A Câmara de Abrantes aprovou, por unanimidade, um pedido de informação prévia (PIP) para instalação de um segundo centro de dados no concelho, num projeto da Hyperion Renewables Services atraído pela capacidade de ligação elétrica da Central do Pego.
“Estamos a falar de outro centro de dados, desta vez da Hyperion”, disse à Lusa o presidente da Câmara de Abrantes, Manuel Jorge Valamatos, ao indicar que o executivo aprovou “essa intenção de construção ali de um grande edifício e de um grande investimento”, embora não esteja em causa a aprovação do projeto propriamente dito, “mas apenas” a viabilidade urbanística da instalação.
Segundo o autarca, o projeto prevê a instalação de um conjunto de edifícios destinados a um centro de dados junto à rotunda de Alvega, numa zona próxima do ponto de injeção de energia da antiga central a carvão do Pego, infraestrutura que considerou “estratégica” para captar investimentos de grande consumo energético.
“O ponto de injeção promove e incentiva todos estes investimentos”, declarou, defendendo que Abrantes “é seguramente um território de futuro” para projetos ligados à energia e aos centros de dados.
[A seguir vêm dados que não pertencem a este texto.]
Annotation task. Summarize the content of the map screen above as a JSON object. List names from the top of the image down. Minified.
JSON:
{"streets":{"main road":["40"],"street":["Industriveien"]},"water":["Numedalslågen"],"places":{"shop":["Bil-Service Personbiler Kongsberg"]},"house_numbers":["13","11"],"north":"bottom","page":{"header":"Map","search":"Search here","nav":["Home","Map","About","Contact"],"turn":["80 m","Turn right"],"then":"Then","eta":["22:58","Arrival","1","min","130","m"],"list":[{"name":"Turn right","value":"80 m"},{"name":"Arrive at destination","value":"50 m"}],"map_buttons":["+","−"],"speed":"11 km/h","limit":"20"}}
O ponto foi aprovado em reunião do executivo municipal realizada na terça-feira, no âmbito de um pedido de informação prévia sobre a possibilidade de instalação de “um conjunto de edifícios de serviços”, destinados “em concreto, a um centro de dados, com potência de ligação de 200 MVA”.
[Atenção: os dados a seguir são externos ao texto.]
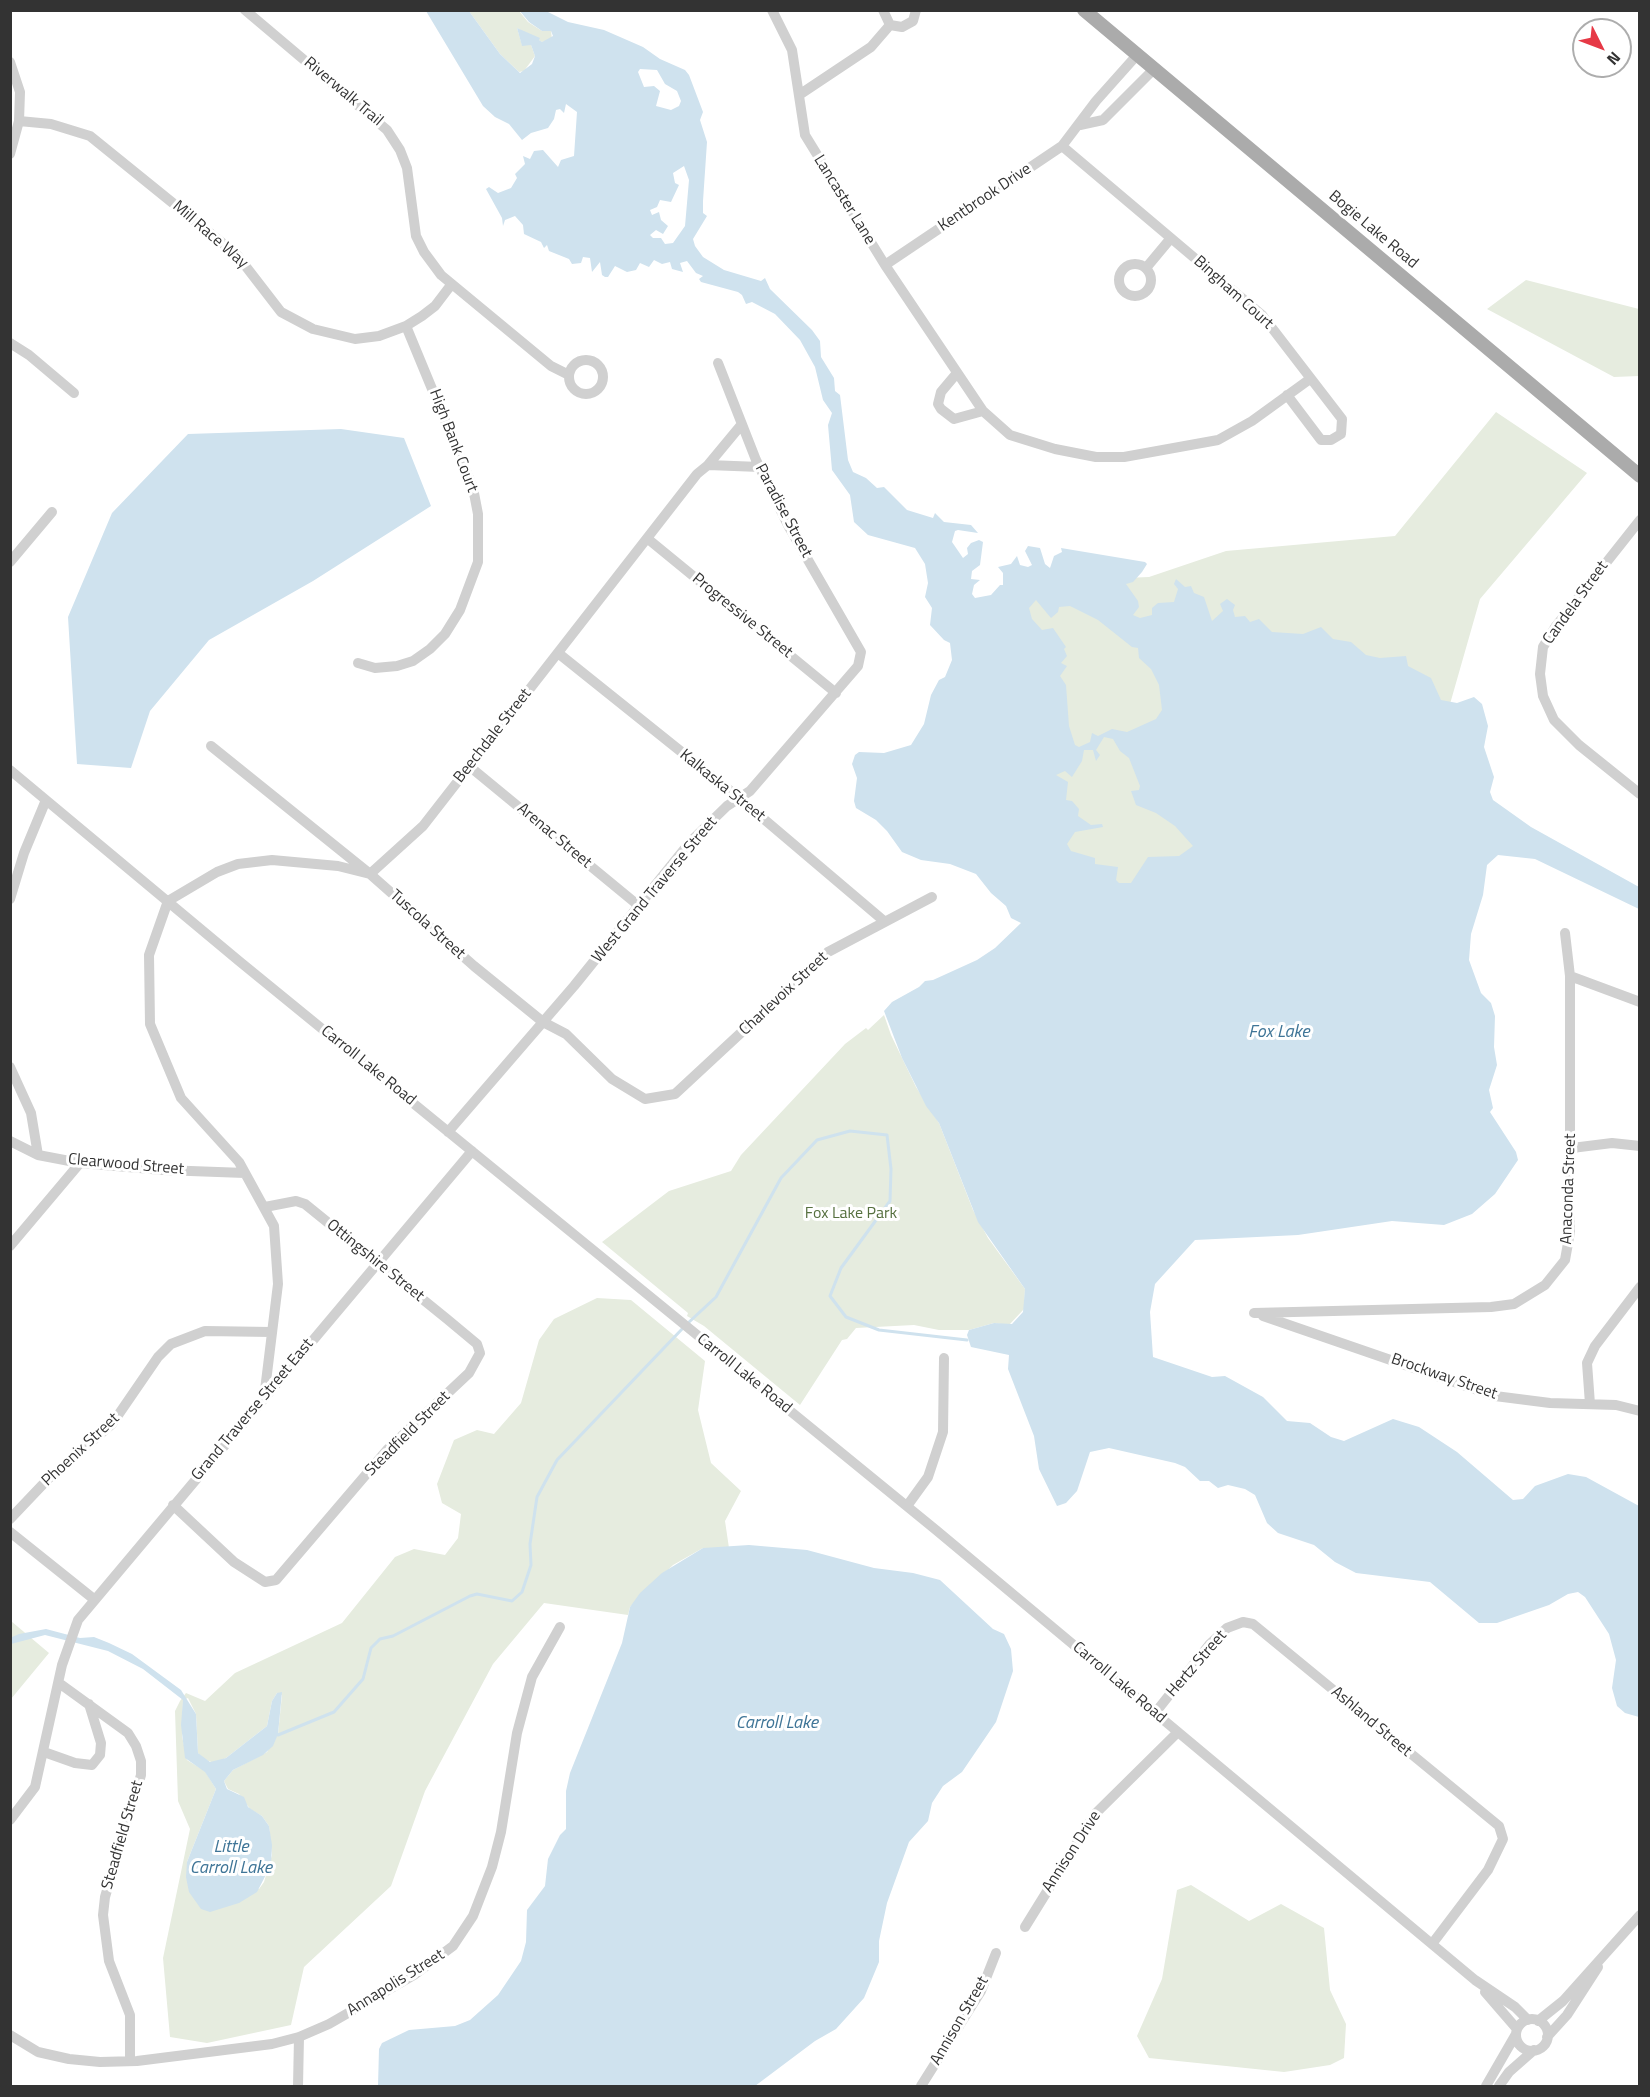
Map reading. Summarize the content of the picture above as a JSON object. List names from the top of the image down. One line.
{"streets":{"main road":["Bogie Lake Road"],"street":["Riverwalk Trail","Kentbrook Drive","Lancaster Lane","Mill Race Way","Bingham Court","High Bank Court","Paradise Street","Candela Street","Progressive Street","Beechdale Street","Kalkaska Street","Arenac Street","West Grand Traverse Street","Tuscola Street","Charlevoix Street","Carroll Lake Road","Clearwood Street","Anaconda Street","Ottingshire Street","Brockway Street","Grand Traverse Street East","Steadfield Street","Phoenix Street","Hertz Street","Ashland Street","Annison Drive","Annapolis Street","Annison Street"]},"crossings":[["Riverwalk Trail","Mill Race Way"],["Kentbrook Drive","Lancaster Lane"],["Kentbrook Drive","Bogie Lake Road"],["Kentbrook Drive","Bingham Court"],["Lancaster Lane","Bingham Court"],["Mill Race Way","High Bank Court"],["Paradise Street","Beechdale Street"],["Paradise Street","West Grand Traverse Street"],["Progressive Street","Beechdale Street"],["Progressive Street","West Grand Traverse Street"],["Beechdale Street","Kalkaska Street"],["Beechdale Street","Arenac Street"],["Beechdale Street","Tuscola Street"],["Kalkaska Street","West Grand Traverse Street"],["Kalkaska Street","Charlevoix Street"],["Arenac Street","West Grand Traverse Street"],["West Grand Traverse Street","Tuscola Street"],["West Grand Traverse Street","Carroll Lake Road"],["Tuscola Street","Charlevoix Street"],["Carroll Lake Road","Grand Traverse Street East"],["Carroll Lake Road","Hertz Street"],["Carroll Lake Road","Ashland Street"],["Carroll Lake Road","Annison Drive"],["Anaconda Street","Brockway Street"],["Ottingshire Street","Grand Traverse Street East"],["Ottingshire Street","Steadfield Street"],["Grand Traverse Street East","Steadfield Street"],["Steadfield Street","Annapolis Street"],["Hertz Street","Ashland Street"]],"water":["Fox Lake","Carroll Lake","Little Carroll Lake"],"parks":["Fox Lake Park"],"north":"bottom right"}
Na reunião, Valamatos sublinhou que o processo diz respeito “apenas” a uma “aprovação técnica do urbanismo” e não à aprovação do investimento em si.
“Não estamos aqui a aprovar esse investimento, estamos apenas a dizer que, do ponto de vista urbanístico, é possível aquele espaço servir para a sua implementação”, declarou.
O presidente da Câmara indicou ainda que o projeto já detém estatuto PIN – Projeto de Interesse Nacional – e revelou que a área prevista para construção ronda os 15 hectares.
Também na reunião, o vice-presidente da Câmara, João Gomes, explicou que o pedido foi submetido a parecer de diversas entidades, entre as quais APA, CCDR-LVT, REN, E-Redes, DGEG, ICNF, ANACOM, Infraestruturas de Portugal e Proteção Civil, tendo recolhido pareceres favoráveis condicionados.
Segundo João Gomes, a Agência Portuguesa do Ambiente condicionou o processo à entrega de um estudo de impacte ambiental na fase de licenciamento.
O autarca acrescentou que o município solicitou ainda um parecer jurídico adicional à CCDR-LVT para confirmar o enquadramento urbanístico da operação, tendo em conta a proximidade da infraestrutura energética do Pego.
De acordo com João Gomes, a parcela em causa tem “mais de um milhão de metros quadrados”, prevendo o projeto uma área de implantação de cerca de 151 mil metros quadrados e uma área de construção próxima dos 287 mil metros quadrados.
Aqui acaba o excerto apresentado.